So ist der Heilige Geist durch seine Spaltung, durch Vermannigfachung ein individueller Geist in jeder Menschenindividualität
geworden. Dadurch ist der Heilige Geist für uns Menschen in bezug auf unsere Zukunftsentwicklung, der Geist der
Entwicklung zum freien Menschen, zur freien Menschenseele. Der Geist der Freiheit waltet in dem Geist, der sich
ausgegossen hat über die ersten Versteher des Christentums am ersten christlichen Pfingstfest, der Geist, dessen
bedeutsamste Eigenschaft von dem Christus-Jesus selber angedeutet wird:
„ Ihr werdet die Wahrheit erkennen, und die Wahrheit wird euch frei machen“
Fei werden kann der Mensch nur im Geiste. Solange er abhängig ist von dem, worin sein Geist als in seiner Leiblichkeit
wohnt, solange bleibt er ein Sklave dieser Leiblichkeit.

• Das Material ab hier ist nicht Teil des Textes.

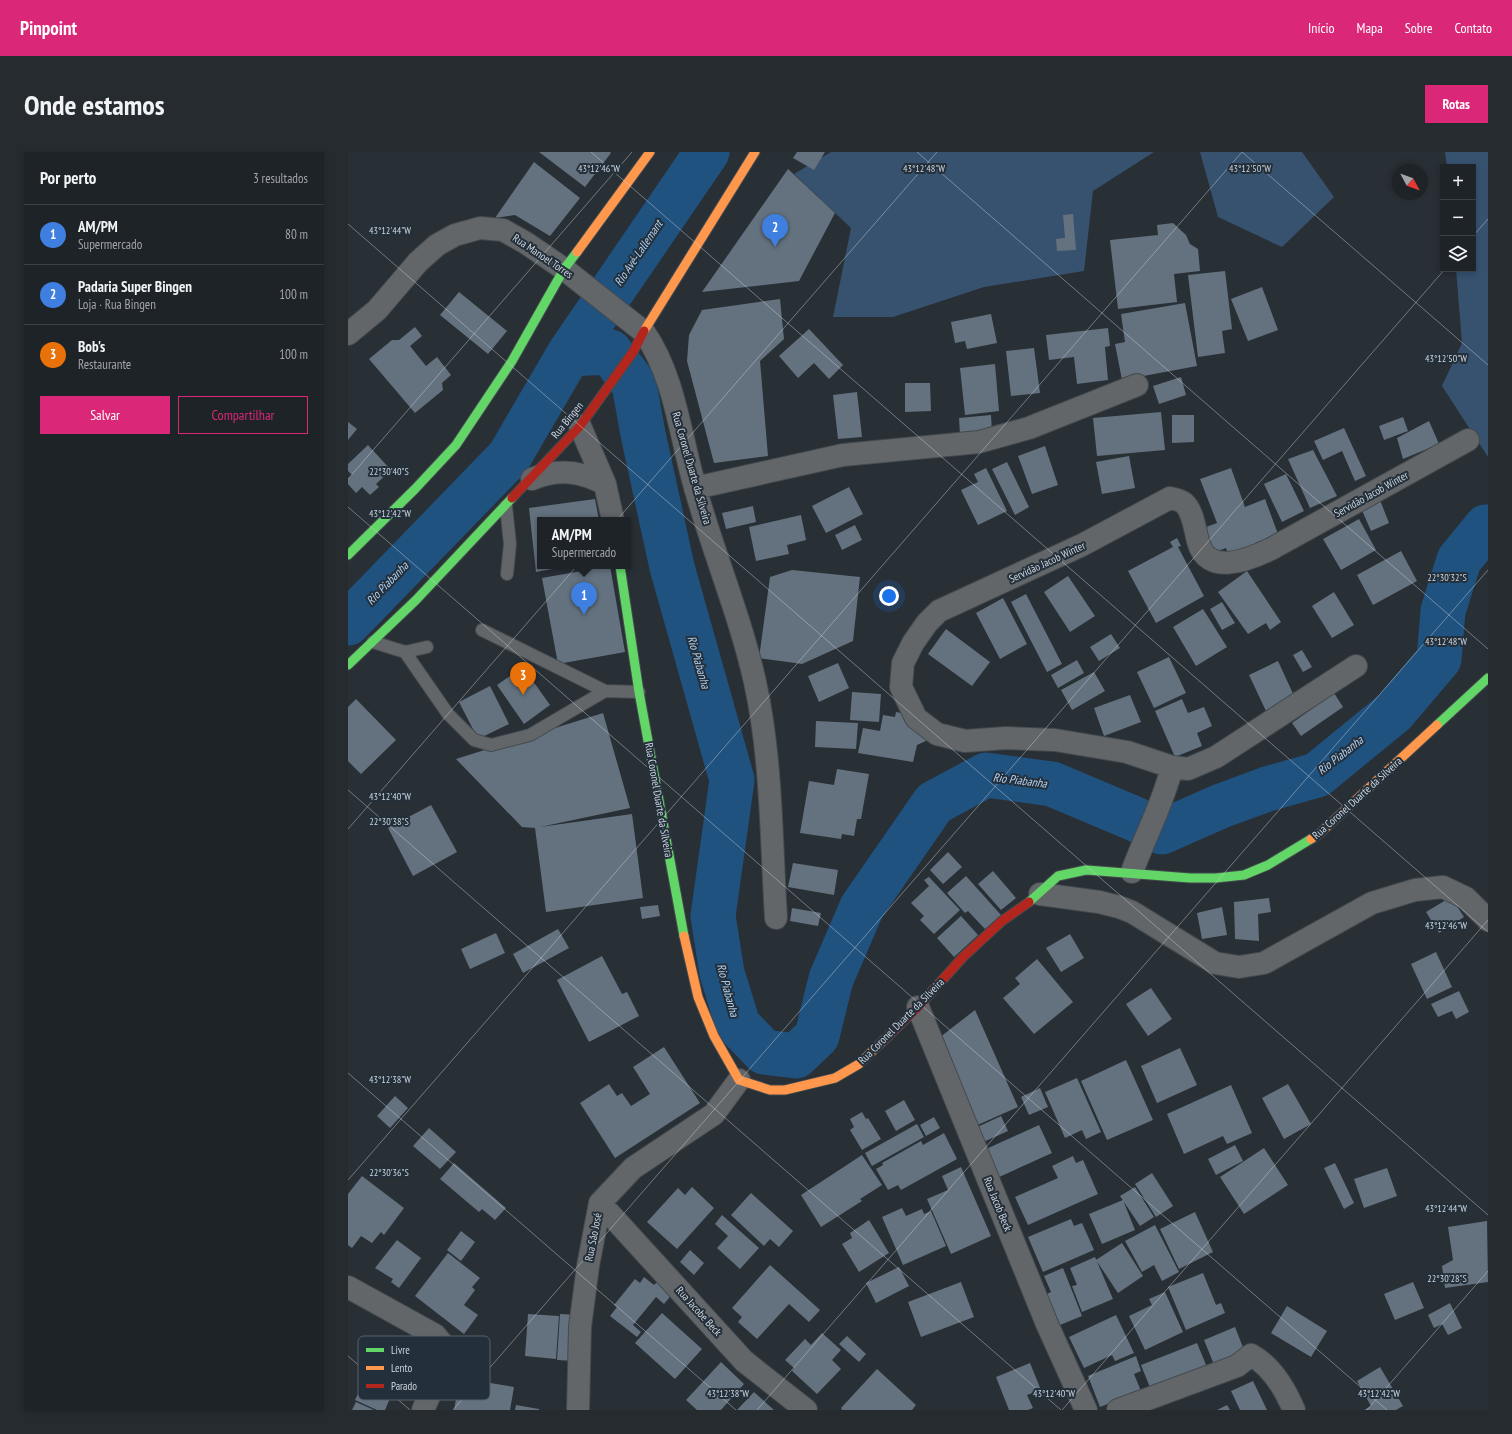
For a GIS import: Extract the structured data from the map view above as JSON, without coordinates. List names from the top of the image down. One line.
{"streets":{"street":["Rua Manoel Torres","Rua Bingen","Rua Coronel Duarte da Silveira","Servidão Jacob Winter","Rua Jacob Beck","Rua Sâo José","Rua Jacobe Beck"]},"crossings":[["Rua Manoel Torres","Rua Coronel Duarte da Silveira"],["Rua Bingen","Rua Coronel Duarte da Silveira"],["Rua Coronel Duarte da Silveira","Rua Jacob Beck"],["Rua Coronel Duarte da Silveira","Rua Sâo José"],["Rua Sâo José","Rua Jacobe Beck"]],"water":["Rio Avé‐Lallemant","Rio Piabanha"],"legend":["Livre","Lento","Parado"],"north":"bottom right","page":{"header":"Pinpoint","nav":["Início","Mapa","Sobre","Contato"],"buttons":["Rotas",["Salvar","Compartilhar"]],"title":"Onde estamos","heading":["Por perto","3 resultados"],"map_buttons":["+","−"],"list":[{"mark":"1","name":"AM/PM","note":"Supermercado","value":"80 m"},{"mark":"2","name":"Padaria Super Bingen","note":"Loja · Rua Bingen","value":"100 m"},{"mark":"3","name":"Bob's","note":"Restaurante","value":"100 m"}],"pins":["2","1","3"],"popup":["AM/PM","Supermercado"]},"coordinates":["43°12'46\"W","43°12'48\"W","43°12'50\"W","43°12'44\"W","22°30'40\"S","43°12'42\"W","22°30'32\"S","43°12'40\"W","22°30'38\"S","43°12'38\"W","22°30'36\"S","22°30'28\"S"]}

Frei werden kann er nur, wenn er sich im Geiste wiederfindet und aus dem Geiste heraus Herr wird über das, was in ihm ist.
„Frei werden“ setzt voraus: sich als Geist finden in sich selber. Der wahre Geist, in dem wir uns finden können, ist der
allgemeine Menschengeist, den wir als die in uns pfingstlich einziehende Kraft des Heiligen Geistes erkennen, den wir in uns
selber gebären müssen, zur Erscheinung kommen lassen müssen.
So verwandelt sich für uns das Pfingstsymbol in unser gewaltigstes Ideal der freien Entwicklung  der Menschenseele zu einer
in sich geschlossenen freien Individualität.
Von uns selber aber hängt es ab, ob wir früher oder später die Kräfte zur Entfaltung bringen auf die wir hoffen dürfen, und
die uns wieder hinauflenken zum Geistigen, zu den Himmeln.